Dhammarakkhito wrote: ↑Sat Jan 13, 2018 9:59 pmdoesnt say those are 6 defining criteria, just that sotāpanna wouldnt do them
But why would the Buddha iterate and emphasize exactly these specific impossibilities - including just three specific impossible cases of killing (one's own mother, one's own father, or an arahat)? Why would he not simply say instead that it is impossible for a sotapanna to intentionally kill
any living being? It would have been much shorter and much clearer, with no room for doubt or speculation about other specific instances of killing.
There are a number of locations where these and other impossibilities (
aṭṭhāna) are enumerated within the suttas. Here is one: Suttas AN 1.268 to AN 1.275 list altogether 9 things which a person of right view is incapable of thinking or doing. AN 1.271 to AN 1.273 are about impossible instances of killing:
AN 1.271-273 wrote:271. "Bhikkhus, it is impossible that a person who came to right view should destroy the life of his mother. It is possible that an ordinary person should destroy the life of his mother.
272. "Bhikkhus, it is impossible that a person who came to right view should destroy the life of his father. It is possible that an ordinary person should destroy the life of his father.
273. "Bhikkhus, it is impossible that a person who came to right view should destroy the life of an arahant. It is possible that an ordinary person should destroy the life of an arahant.
The same (or parts thereof) occurs also somewhere in
AN 6.7, and in
MN 115, and maybe elsewhere.
Why reiterate several times these specific instances of killing (among other things), if it would have been much shorter, clearer and easier to remember to simply say: "Sotapannas are incapable of killing living beings"?
Here this reasoning was contradicted by an abhidhammika (
theY) who states that it is categorically impossible for a sotapanna to intentionally kill any living being, and at first I found it convincing. But I don't know from where he draws that certainty. (
Here this understanding was questioned before,
here it was stated again by Bhikkhu Pesala (the abhidhammika view: sotapanna cannot kill), ... looks like there have been quite a number of discussions with largely unmoved viewpoints about this here over time.)
On the other hand, as Circle5 mentioned:
Circle5 wrote: ↑Sat Jan 13, 2018 11:24 pmThere is no sutta claiming a stream enterer would not kill anyone, such as an Arahant would not do.
, there are such impossibilities about arahats listed in the suttas as well.
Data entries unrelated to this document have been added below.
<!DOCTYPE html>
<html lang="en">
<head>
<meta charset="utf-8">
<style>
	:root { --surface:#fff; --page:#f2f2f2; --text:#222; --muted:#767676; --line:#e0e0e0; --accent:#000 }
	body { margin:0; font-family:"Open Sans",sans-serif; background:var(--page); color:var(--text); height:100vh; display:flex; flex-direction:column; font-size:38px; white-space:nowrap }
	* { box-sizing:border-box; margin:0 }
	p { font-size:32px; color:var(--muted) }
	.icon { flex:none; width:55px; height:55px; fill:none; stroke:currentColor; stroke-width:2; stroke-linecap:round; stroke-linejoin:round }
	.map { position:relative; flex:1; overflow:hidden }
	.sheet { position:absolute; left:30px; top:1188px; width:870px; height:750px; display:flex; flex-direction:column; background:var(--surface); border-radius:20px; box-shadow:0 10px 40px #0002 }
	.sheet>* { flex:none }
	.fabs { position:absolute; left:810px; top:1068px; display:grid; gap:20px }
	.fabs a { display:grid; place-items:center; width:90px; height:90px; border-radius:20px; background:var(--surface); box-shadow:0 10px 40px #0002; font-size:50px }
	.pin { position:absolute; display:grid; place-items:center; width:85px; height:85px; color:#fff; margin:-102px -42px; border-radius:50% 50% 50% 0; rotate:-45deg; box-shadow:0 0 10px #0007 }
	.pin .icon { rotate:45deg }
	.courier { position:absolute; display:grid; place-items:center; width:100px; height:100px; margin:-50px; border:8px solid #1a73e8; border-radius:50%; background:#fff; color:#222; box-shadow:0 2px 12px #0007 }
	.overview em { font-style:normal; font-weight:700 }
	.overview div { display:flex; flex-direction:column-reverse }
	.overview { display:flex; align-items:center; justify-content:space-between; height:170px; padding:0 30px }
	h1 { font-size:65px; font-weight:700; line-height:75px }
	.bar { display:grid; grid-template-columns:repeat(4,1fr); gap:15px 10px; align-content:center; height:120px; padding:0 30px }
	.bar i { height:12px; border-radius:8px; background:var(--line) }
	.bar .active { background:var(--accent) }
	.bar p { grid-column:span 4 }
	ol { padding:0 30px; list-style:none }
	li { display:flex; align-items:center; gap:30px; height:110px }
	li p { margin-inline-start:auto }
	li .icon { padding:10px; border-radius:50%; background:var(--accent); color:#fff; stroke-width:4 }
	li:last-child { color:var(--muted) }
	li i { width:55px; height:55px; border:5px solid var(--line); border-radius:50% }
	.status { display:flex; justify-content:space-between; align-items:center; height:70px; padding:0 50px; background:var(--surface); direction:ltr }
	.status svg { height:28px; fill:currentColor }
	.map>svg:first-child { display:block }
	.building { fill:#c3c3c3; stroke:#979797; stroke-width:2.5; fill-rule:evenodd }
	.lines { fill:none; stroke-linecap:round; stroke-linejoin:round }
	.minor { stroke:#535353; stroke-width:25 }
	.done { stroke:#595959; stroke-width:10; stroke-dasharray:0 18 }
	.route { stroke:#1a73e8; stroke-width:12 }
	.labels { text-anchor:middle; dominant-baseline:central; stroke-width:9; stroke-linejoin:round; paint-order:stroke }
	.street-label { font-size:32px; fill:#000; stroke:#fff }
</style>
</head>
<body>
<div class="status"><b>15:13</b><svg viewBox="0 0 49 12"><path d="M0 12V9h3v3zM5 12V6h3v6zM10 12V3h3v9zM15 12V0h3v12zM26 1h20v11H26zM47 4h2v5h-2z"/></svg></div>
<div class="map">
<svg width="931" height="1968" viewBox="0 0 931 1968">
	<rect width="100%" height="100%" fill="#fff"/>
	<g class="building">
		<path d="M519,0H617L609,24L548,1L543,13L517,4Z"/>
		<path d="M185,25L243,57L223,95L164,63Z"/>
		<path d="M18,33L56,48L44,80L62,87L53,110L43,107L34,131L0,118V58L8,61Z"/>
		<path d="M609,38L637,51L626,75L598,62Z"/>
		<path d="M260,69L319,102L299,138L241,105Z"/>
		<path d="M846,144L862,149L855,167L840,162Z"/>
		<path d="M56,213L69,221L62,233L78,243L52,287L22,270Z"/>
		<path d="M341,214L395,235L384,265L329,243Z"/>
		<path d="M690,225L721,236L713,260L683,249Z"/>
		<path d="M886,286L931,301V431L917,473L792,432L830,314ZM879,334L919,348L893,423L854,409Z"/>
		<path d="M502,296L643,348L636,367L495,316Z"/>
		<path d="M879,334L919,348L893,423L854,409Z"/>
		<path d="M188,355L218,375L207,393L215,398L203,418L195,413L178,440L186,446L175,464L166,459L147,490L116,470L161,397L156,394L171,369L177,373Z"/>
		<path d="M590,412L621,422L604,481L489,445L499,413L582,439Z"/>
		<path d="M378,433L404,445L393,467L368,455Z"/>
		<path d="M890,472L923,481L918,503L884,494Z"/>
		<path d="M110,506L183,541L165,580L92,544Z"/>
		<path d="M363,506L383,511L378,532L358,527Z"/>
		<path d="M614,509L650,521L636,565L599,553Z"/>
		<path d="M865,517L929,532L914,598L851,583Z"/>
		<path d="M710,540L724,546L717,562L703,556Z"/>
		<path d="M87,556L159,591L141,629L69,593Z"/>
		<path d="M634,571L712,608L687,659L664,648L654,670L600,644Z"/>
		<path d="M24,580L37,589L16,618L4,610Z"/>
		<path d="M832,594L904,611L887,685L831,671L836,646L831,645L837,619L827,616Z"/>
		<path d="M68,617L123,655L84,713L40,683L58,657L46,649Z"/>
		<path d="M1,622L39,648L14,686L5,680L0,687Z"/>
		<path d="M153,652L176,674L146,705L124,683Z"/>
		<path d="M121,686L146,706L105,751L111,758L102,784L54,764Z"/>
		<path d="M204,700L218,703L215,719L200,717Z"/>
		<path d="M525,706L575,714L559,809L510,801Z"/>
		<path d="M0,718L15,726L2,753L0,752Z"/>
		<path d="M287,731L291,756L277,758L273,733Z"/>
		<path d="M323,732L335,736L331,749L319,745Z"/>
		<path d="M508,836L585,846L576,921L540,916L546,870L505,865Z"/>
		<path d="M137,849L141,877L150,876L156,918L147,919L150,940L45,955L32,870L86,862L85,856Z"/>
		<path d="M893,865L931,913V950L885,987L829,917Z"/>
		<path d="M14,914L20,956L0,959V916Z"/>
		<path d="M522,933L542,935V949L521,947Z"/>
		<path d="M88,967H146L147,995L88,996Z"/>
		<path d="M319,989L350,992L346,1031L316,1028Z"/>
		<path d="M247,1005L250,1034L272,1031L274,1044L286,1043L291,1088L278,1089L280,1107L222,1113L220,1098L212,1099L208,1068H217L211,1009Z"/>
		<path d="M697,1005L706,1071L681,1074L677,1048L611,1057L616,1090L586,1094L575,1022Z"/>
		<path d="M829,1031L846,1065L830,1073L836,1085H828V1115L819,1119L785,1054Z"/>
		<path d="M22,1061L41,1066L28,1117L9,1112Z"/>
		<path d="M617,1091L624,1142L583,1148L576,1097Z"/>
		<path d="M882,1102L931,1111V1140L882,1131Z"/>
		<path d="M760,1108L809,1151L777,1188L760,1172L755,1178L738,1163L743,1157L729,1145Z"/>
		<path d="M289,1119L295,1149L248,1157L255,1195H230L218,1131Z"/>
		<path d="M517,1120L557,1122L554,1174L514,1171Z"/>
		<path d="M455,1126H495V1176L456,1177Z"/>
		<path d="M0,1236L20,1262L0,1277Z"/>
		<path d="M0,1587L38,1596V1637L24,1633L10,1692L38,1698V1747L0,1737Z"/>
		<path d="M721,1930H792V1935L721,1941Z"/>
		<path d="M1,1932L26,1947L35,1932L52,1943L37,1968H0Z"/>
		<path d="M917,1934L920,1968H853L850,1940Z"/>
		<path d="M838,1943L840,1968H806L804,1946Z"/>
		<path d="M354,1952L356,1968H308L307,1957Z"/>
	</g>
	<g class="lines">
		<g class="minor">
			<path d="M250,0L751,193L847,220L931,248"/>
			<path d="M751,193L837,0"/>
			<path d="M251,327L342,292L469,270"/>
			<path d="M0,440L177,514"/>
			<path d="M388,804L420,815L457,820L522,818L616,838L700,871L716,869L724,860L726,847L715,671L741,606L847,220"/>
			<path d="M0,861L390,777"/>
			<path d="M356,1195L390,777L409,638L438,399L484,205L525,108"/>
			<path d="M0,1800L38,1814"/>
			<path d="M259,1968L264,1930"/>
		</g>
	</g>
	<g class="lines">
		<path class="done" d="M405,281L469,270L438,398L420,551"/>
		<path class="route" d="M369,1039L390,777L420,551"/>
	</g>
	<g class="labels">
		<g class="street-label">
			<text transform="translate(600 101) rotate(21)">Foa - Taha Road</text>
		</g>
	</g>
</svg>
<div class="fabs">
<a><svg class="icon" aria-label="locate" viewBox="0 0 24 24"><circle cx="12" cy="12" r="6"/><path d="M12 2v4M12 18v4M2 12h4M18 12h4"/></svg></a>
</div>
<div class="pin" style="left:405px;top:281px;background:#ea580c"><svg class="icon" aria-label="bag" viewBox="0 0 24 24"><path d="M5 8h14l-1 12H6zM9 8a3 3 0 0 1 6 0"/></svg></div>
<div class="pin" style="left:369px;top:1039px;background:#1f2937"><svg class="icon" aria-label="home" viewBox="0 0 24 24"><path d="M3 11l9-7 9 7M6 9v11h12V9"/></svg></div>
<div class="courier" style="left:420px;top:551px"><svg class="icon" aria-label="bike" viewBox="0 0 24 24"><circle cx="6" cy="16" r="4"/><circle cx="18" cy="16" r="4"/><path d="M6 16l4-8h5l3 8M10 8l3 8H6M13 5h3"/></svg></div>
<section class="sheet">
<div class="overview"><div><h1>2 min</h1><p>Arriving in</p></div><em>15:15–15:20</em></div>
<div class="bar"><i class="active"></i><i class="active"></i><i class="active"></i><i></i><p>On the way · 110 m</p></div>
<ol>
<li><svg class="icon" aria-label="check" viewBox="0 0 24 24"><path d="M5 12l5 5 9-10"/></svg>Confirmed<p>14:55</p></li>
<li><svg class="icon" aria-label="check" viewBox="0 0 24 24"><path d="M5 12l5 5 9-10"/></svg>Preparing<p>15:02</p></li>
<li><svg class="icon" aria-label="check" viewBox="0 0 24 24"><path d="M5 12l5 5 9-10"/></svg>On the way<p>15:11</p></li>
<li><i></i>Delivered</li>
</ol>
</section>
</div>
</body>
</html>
And they
do include the impossibility of intentionally killing
any living being.
I would draw the conclusion from that that this is a difference between sotapannas and arahats: the degree of unwholesome actions they are still capable of doing, including a difference in possibilities of killing (arahat can't kill any living being intentionally, sotapanna cannot kill some special class of beings). Because why else would the enumerations in the suttas of impossibilities regarding killing differ between sotapanna and arahat?